Em oitiva realizada pela Comissão Parlamentar de Inquérito (CPI) do Reconhecimento Fotográfico nas Delegacias, da Assembleia Legislativa do Estado do Rio de Janeiro (Alerj), nesta quinta-feira (05/10), o presidente do Instituto de Defesa do Direito de Defesa (IDDD), Guilherme Carnelós, sugeriu a regulamentação do álbum de fotografia utilizado para identificar suspeitos nas delegacias, a fim de evitar a condenação de inocentes. O juiz de direito, André Luiz Nicolitt, que também participou da sabatina, salientou a importância da fiscalização e qualificação da atividade policial.
Segundo Carnelós, a utilização do reconhecimento fotográfico como prova única é um dos principais fatores que levam à prisão injusta. Isso porque as fotografias utilizadas, muita das vezes, não têm precedentes ou justificativa plausível. Para exemplificar sua tese, o advogado relembrou o caso do porteiro Paulo Alberto Costa, que passou três anos preso após ter sido acusado em mais de 60 processos baseados no reconhecimento de uma foto retirada de suas redes sociais e incluídas no álbum e no mural de suspeitos da Delegacia de Belford Roxo, na Baixada Fluminense.
“O principal ponto de atuação da CPI sobre esse tema é tentar regulamentar a atividade policial, especialmente quando a gente fala sobre o álbum de suspeitos. Precisamos saber como são formados esses álbuns, o porquê de eles existirem e como as fotografias vão parar lá,” ressaltou o advogado.
Ainda de acordo com Carnelós, a falta de estrutura e tecnologia policial deixa a investigação criminal atrelada às provas dependentes da memória, o que gera inúmeras identificações equivocadas e ainda colabora para a propagação do racismo estrutural.

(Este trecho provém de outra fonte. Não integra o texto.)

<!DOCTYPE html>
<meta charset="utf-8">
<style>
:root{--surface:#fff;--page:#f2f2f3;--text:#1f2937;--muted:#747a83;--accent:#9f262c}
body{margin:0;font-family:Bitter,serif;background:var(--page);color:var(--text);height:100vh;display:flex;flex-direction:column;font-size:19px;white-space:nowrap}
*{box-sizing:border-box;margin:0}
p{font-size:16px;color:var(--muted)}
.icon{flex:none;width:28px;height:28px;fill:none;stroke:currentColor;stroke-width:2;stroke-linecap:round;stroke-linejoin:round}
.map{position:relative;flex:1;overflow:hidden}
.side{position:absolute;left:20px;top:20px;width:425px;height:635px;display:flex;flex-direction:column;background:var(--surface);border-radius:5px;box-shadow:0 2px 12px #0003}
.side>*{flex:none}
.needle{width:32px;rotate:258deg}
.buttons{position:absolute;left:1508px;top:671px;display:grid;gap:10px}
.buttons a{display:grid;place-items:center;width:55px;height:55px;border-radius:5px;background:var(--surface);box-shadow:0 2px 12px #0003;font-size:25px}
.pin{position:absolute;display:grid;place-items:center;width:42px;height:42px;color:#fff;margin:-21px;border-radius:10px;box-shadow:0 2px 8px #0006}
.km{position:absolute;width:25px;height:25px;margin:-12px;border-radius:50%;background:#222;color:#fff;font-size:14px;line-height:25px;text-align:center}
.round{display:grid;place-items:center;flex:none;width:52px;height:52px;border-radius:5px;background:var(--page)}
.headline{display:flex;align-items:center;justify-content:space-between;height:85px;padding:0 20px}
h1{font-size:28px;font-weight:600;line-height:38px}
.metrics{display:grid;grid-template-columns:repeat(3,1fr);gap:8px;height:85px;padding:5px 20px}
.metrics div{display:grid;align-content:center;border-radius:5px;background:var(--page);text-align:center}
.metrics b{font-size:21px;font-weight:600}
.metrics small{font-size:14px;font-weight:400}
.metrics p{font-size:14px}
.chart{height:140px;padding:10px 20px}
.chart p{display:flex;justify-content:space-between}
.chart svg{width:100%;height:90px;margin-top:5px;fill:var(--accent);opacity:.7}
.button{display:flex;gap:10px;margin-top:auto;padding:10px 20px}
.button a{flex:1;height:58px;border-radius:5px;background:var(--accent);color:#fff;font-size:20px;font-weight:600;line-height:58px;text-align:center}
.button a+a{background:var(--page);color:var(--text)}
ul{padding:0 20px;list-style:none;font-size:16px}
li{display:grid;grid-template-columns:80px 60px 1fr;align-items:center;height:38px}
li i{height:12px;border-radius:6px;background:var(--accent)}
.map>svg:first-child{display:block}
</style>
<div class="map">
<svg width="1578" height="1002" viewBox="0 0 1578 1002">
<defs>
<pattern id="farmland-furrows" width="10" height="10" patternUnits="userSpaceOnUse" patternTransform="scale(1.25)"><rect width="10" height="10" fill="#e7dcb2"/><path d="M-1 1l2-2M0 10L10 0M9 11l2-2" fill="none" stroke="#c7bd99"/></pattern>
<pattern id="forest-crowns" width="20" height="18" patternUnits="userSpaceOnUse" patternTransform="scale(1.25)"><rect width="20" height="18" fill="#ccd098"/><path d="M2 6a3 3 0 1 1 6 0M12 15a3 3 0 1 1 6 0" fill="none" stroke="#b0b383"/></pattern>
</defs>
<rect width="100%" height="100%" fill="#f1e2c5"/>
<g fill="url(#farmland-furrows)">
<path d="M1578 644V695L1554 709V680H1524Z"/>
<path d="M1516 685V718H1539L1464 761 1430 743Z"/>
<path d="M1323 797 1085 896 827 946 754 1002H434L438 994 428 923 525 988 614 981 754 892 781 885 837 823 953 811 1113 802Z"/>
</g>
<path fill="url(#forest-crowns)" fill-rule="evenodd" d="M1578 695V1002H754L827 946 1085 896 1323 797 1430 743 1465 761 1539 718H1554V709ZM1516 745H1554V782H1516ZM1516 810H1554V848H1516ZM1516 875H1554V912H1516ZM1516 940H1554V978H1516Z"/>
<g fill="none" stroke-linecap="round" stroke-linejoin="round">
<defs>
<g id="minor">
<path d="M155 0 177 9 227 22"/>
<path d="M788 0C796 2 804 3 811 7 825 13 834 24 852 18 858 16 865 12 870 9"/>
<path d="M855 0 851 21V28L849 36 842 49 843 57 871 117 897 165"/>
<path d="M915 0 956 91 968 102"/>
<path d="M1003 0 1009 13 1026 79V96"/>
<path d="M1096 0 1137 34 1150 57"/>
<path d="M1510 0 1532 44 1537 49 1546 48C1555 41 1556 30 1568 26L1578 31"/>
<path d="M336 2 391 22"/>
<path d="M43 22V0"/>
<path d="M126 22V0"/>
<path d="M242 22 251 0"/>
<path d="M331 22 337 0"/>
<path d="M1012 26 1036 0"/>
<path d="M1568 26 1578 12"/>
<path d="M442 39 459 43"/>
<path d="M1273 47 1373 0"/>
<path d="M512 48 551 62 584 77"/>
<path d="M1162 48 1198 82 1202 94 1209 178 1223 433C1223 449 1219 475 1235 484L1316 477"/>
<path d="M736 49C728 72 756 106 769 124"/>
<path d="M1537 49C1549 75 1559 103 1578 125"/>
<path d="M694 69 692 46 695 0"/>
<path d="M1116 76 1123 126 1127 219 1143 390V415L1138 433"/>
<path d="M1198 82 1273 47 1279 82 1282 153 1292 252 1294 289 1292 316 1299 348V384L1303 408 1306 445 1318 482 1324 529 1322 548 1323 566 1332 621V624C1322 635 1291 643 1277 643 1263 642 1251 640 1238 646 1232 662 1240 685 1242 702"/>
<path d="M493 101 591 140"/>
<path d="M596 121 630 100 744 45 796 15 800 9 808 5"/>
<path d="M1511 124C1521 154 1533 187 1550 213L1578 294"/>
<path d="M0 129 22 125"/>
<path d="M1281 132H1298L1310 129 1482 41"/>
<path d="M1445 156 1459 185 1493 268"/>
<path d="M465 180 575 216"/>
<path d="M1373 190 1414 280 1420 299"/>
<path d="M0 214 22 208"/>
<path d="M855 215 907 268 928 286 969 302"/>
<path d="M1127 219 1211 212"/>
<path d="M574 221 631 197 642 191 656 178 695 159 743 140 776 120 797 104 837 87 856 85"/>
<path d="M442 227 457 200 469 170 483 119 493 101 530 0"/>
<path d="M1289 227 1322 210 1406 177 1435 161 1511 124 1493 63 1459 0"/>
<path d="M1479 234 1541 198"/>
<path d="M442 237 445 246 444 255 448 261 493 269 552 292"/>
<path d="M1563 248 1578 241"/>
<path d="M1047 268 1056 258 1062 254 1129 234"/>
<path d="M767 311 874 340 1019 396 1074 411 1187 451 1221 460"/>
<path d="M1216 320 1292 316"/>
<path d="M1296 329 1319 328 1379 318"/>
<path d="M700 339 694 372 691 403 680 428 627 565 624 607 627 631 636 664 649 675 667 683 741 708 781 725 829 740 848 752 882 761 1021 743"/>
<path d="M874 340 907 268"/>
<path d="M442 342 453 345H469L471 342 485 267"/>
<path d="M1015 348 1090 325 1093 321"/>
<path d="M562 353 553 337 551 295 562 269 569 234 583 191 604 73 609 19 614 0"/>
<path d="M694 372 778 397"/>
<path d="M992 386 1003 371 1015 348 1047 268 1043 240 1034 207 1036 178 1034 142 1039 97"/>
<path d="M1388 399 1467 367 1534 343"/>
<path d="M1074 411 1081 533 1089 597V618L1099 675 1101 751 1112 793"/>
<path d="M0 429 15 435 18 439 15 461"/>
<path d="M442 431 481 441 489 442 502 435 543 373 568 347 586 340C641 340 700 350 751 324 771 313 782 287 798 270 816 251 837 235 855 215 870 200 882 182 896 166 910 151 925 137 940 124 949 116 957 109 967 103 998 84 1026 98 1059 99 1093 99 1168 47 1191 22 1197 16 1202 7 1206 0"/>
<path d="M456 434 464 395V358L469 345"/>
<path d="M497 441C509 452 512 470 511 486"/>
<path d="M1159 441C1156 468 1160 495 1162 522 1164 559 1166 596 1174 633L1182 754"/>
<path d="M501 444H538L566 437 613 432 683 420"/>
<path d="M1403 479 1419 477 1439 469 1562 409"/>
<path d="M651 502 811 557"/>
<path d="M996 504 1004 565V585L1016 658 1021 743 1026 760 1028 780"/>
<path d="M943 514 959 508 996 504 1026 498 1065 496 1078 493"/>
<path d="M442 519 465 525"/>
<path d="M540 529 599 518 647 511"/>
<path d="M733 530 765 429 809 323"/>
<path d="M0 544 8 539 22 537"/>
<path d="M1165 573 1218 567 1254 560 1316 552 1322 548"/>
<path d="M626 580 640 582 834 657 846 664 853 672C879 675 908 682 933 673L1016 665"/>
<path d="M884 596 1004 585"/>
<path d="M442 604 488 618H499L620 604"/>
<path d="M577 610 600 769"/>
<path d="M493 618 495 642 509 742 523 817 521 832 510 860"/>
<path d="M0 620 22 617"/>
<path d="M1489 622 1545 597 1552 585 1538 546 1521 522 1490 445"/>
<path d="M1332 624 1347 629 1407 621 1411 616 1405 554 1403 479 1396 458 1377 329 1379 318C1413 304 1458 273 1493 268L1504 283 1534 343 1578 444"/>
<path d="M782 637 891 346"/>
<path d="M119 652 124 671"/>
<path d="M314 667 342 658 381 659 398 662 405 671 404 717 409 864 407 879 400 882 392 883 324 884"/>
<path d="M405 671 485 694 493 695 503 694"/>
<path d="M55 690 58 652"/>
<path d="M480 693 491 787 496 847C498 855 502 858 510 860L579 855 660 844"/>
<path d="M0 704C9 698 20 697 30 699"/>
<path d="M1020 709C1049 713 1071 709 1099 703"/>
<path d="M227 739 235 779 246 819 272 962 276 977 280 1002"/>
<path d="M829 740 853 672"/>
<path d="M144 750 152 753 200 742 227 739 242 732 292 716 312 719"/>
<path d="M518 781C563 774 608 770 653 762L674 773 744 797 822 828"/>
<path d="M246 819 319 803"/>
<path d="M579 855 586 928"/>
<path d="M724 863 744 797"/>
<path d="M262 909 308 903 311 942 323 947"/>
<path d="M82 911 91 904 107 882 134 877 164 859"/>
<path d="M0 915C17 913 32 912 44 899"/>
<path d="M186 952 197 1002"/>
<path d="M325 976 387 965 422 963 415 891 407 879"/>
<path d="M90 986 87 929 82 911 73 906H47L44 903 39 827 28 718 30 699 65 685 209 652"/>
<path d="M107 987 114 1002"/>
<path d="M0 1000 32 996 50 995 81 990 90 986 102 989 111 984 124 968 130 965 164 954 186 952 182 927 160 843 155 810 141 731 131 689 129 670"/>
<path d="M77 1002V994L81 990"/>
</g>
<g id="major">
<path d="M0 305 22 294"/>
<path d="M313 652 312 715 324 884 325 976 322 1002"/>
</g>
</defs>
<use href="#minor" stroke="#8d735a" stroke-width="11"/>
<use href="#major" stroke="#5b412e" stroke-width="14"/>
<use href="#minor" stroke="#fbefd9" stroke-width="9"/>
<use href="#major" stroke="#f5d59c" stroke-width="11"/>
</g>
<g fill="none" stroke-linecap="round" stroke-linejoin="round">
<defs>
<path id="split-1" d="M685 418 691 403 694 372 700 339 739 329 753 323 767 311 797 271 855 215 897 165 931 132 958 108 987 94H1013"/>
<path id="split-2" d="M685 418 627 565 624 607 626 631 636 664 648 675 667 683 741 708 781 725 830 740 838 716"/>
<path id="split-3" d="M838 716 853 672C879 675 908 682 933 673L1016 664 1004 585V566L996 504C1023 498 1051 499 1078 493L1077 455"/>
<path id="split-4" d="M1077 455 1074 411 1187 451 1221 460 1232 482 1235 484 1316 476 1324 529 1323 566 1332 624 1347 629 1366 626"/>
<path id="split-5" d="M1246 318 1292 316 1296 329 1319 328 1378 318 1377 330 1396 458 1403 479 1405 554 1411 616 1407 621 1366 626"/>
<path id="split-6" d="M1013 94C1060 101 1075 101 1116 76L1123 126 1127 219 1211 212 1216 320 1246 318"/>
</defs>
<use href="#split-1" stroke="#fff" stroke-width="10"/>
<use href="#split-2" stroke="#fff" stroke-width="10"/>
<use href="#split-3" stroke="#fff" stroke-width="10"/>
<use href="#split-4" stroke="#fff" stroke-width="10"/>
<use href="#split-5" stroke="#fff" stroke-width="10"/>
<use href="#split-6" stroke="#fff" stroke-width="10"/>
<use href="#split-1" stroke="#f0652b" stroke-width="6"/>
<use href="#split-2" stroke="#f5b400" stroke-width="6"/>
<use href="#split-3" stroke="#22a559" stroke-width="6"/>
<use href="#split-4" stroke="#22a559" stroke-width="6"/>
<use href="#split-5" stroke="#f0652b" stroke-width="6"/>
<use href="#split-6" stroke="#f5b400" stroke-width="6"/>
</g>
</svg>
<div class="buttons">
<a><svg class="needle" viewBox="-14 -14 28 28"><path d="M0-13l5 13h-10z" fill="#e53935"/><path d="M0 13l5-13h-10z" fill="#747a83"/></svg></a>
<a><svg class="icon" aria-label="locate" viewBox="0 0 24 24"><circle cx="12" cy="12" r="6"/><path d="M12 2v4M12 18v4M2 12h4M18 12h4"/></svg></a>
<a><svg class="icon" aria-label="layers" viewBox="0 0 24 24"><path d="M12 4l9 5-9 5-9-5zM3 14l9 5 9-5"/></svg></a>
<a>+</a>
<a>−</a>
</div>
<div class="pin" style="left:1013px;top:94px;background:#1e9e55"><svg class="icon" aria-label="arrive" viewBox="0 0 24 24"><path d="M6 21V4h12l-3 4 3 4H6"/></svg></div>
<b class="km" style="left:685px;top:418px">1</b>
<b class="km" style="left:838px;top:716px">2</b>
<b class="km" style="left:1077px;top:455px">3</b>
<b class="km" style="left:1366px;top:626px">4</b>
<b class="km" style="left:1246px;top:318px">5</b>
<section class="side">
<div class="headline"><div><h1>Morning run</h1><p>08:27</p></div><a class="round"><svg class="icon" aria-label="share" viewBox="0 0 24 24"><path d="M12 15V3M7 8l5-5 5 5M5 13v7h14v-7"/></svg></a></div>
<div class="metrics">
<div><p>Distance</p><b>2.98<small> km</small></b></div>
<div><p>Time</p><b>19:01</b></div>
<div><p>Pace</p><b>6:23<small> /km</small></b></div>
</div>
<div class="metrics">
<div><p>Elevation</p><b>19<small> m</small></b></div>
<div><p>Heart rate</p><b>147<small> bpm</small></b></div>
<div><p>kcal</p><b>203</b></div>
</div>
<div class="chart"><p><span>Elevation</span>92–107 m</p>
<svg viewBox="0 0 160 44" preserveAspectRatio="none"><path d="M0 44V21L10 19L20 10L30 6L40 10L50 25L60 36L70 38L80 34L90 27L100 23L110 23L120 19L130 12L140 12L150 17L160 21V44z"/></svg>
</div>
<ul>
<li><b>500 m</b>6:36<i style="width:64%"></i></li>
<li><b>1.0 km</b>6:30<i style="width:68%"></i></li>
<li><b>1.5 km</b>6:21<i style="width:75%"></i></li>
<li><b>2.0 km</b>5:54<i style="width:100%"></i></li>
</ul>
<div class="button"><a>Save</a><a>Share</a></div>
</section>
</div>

“A memória humana não é um filme e existe a psicologia do testemunho que explica que o ser humano tem dificuldade de reconhecer traços identificatórios de outras raças. Então, uma pessoa branca, por exemplo, tem dificuldade de reconhecer traços de pessoas negras, indígenas, asiáticas e vice-versa. Isso é muito relevante para se levar em consideração na discussão do reconhecimento fotográfico porque se uma pessoa branca é vítima de um crime executado por uma pessoa negra, na delegacia ela vai reconhecer qualquer pessoa negra que minimamente se aproxima daquele biotipo. Isso tem um impacto muito severo, porque a população mais submetida ao sistema de justiça criminal é a população negra”, pontuou.
O juiz de Direito, André Nicolitt, reiterou a fala de Carnelós e deu sugestões de como o Poder Legislativo pode atuar na causa. “A Alerj tem dois papéis fundamentais nessa temática. O primeiro é criar políticas através da legislação, tanto para coibir como para reparar essas práticas. Além disso, os parlamentares podem fiscalizar as delegacias e os batalhões, além de solicitar informações para o judiciário sobre estatísticas, números de presos e erros fotográficos”, comentou.
Reparação judiciária
Na reunião, a CPI ainda debateu a questão da reparação judiciária para as vítimas de prisões injustas. Nicolitt reforçou, neste caso, a importância da cobrança social pelas reparações. “As instituições e os movimentos sociais devem pressionar o estado a criar medidas de reparações para as vítimas, para que se perceba que esse tipo de erro custa caro”, comentou.
A presidente da Comissão da Alerj, deputada Renata Souza (Psol), ressaltou a importância do debate para o desenrolar das próximas ações do colegiado. “Na CPI de hoje pudemos analisar a culpa do Sistema de Justiça na perpetuação de uma fragilidade que é o reconhecimento fotográfico e como ele não deveria ser uma prova irrefutável, por condenar erradamente inúmeros inocentes e ainda corroborar com o racismo estrutural. Segundo dados já apurados pela comissão, cerca de 80% dos erros judiciários afetam jovens negros. Além disso, percebemos que um processo de reparação para as vítimas deveria ser pensado e é mais uma questão que buscaremos através desse nosso trabalho”, disse a parlamentar.
Também estiveram presentes na reunião os deputados Munir Neto (PSD) e Júlio Rocha (Agir), e a deputada Dani Balbi (PCdoB).